Under these circumstances the controversy narrows itself down to two questions upon its merits: First. Can the cause be maintained for the benefit of petitioner Sturgiss to assert a valid mechanic's lien against the property for the debt originally set up in the bill by his assignor, the Canton Roll and Machine Company? Second. Can it be maintained at his instance and for his benefit, and possibly that of other creditors represented by Corbin as the trustee of the Morgantown Tin Plate Company in the bankruptcy proceeding, to assail and set aside the sale in New York of the $100,000 of bonds deposited as collateral with the Kings County Trust Company to secure the notes of the Tin Plate Company for $21,500 borrowed money ?

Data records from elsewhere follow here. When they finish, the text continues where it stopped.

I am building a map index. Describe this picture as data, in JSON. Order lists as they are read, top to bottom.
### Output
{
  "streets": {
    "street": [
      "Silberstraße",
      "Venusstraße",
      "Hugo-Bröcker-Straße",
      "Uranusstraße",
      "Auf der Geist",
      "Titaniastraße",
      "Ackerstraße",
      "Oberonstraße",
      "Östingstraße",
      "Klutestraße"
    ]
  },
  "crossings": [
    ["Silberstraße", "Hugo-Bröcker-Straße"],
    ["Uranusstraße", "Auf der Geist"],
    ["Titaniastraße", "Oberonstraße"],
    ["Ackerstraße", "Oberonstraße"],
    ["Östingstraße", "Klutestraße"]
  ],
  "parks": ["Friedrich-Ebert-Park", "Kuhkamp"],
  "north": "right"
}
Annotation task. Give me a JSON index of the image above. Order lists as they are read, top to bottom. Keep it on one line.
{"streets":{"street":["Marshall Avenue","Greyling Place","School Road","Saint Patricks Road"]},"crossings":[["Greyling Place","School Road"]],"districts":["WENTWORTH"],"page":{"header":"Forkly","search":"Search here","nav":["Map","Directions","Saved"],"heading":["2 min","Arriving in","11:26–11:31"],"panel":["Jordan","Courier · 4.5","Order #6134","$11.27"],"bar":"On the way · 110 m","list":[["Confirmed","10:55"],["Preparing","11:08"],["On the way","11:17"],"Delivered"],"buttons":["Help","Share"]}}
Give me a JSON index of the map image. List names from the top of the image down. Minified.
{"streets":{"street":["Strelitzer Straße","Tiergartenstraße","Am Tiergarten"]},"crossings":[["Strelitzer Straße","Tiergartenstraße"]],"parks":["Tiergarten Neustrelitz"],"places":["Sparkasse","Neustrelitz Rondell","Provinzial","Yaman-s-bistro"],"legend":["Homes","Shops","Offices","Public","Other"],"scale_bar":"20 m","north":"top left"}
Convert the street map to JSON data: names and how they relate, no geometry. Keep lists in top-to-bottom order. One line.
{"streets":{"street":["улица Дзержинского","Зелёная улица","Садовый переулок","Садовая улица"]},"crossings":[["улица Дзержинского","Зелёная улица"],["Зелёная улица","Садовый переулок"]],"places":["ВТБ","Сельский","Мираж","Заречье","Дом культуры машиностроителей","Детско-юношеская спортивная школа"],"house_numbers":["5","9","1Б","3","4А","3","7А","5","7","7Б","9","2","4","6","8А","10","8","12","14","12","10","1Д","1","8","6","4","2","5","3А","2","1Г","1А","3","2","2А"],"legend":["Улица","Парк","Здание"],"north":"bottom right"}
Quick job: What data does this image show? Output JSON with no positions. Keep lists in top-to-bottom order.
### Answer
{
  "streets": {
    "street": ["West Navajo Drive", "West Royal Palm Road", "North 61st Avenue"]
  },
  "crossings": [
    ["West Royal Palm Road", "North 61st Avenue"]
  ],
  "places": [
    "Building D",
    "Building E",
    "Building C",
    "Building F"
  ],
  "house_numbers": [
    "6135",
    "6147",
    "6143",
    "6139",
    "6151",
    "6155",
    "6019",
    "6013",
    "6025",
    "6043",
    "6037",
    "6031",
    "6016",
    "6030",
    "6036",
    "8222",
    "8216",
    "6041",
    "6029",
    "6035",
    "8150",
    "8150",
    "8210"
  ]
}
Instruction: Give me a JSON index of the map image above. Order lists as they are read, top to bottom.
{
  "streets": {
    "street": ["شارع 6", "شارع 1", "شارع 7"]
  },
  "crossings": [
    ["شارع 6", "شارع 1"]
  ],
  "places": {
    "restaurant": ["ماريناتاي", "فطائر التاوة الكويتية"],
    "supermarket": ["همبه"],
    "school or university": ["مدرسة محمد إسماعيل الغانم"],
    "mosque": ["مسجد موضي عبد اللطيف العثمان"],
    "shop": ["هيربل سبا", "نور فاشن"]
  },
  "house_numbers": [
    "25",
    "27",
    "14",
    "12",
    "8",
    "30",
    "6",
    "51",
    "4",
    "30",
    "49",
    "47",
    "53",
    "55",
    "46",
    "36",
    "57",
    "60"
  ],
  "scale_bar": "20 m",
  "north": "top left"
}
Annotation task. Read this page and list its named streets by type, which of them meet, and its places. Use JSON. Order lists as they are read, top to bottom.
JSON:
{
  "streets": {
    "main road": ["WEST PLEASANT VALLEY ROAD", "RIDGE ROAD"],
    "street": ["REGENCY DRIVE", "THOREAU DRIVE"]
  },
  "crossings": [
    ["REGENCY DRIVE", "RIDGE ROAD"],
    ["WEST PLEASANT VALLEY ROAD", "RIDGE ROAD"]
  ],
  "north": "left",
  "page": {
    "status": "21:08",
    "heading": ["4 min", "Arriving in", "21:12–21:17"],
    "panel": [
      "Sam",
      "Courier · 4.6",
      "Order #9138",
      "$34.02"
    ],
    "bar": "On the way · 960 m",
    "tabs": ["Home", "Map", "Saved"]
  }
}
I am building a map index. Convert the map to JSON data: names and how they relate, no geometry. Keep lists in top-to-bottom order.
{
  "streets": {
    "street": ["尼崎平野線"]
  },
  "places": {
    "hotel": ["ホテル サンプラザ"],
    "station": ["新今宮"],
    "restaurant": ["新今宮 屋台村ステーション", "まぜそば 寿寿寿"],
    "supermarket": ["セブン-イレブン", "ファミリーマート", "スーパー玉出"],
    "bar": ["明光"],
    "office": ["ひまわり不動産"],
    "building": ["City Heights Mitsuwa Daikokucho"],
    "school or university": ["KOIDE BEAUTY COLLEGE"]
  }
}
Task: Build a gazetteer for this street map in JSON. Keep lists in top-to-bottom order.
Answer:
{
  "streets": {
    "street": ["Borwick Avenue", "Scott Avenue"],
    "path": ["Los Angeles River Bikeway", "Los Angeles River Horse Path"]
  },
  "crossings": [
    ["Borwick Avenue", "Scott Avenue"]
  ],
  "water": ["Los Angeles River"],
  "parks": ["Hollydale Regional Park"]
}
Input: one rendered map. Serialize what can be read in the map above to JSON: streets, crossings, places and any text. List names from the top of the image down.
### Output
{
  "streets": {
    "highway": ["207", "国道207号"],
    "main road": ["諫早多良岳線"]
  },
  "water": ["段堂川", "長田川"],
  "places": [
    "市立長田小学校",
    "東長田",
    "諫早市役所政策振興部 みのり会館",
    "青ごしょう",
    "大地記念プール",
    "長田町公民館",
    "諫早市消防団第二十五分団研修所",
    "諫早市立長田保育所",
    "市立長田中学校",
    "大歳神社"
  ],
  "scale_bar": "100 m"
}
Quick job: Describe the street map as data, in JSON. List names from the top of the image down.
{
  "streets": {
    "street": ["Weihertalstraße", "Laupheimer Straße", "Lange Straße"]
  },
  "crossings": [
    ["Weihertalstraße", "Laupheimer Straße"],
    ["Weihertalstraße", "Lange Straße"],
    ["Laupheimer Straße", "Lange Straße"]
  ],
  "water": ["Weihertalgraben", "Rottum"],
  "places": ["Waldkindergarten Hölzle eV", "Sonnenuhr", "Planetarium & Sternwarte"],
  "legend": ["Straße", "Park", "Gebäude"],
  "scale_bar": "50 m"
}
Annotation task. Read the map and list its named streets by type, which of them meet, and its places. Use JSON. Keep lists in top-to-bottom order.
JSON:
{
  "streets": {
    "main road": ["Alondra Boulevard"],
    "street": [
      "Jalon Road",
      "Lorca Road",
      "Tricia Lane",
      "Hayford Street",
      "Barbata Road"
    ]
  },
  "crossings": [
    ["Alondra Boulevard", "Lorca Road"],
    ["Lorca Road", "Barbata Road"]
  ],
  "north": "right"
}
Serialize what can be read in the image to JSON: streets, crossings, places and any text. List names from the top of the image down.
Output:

Taking up the first question, there very naturally arises at the very threshold of the inquiry this question: Is it sufficiently shown in the bill, pleadings, or evidence that the machinery furnished was of the character that entitled the plaintiff to a lien? If it can be asserted at all, it must be by virtue of section 3111 of the Code of West Virginia of 1906, which reads as follows:
"Every mechanic, builder, artisan, workman, laborer, or other person, who shall perform any work or labor upon or furnish any material or machinery for constructing altering, repairing or removing a house, mill, manufactory, or other building, appurtenances, fixtures, bridge, or other structure, by virtue of a contract with the owner or his authorized agent, shall have a lien to secure the payment of the same, upon such house or other structure, and upon the interest of the owner in the lot of land on which the same may stand or to which it may be removed."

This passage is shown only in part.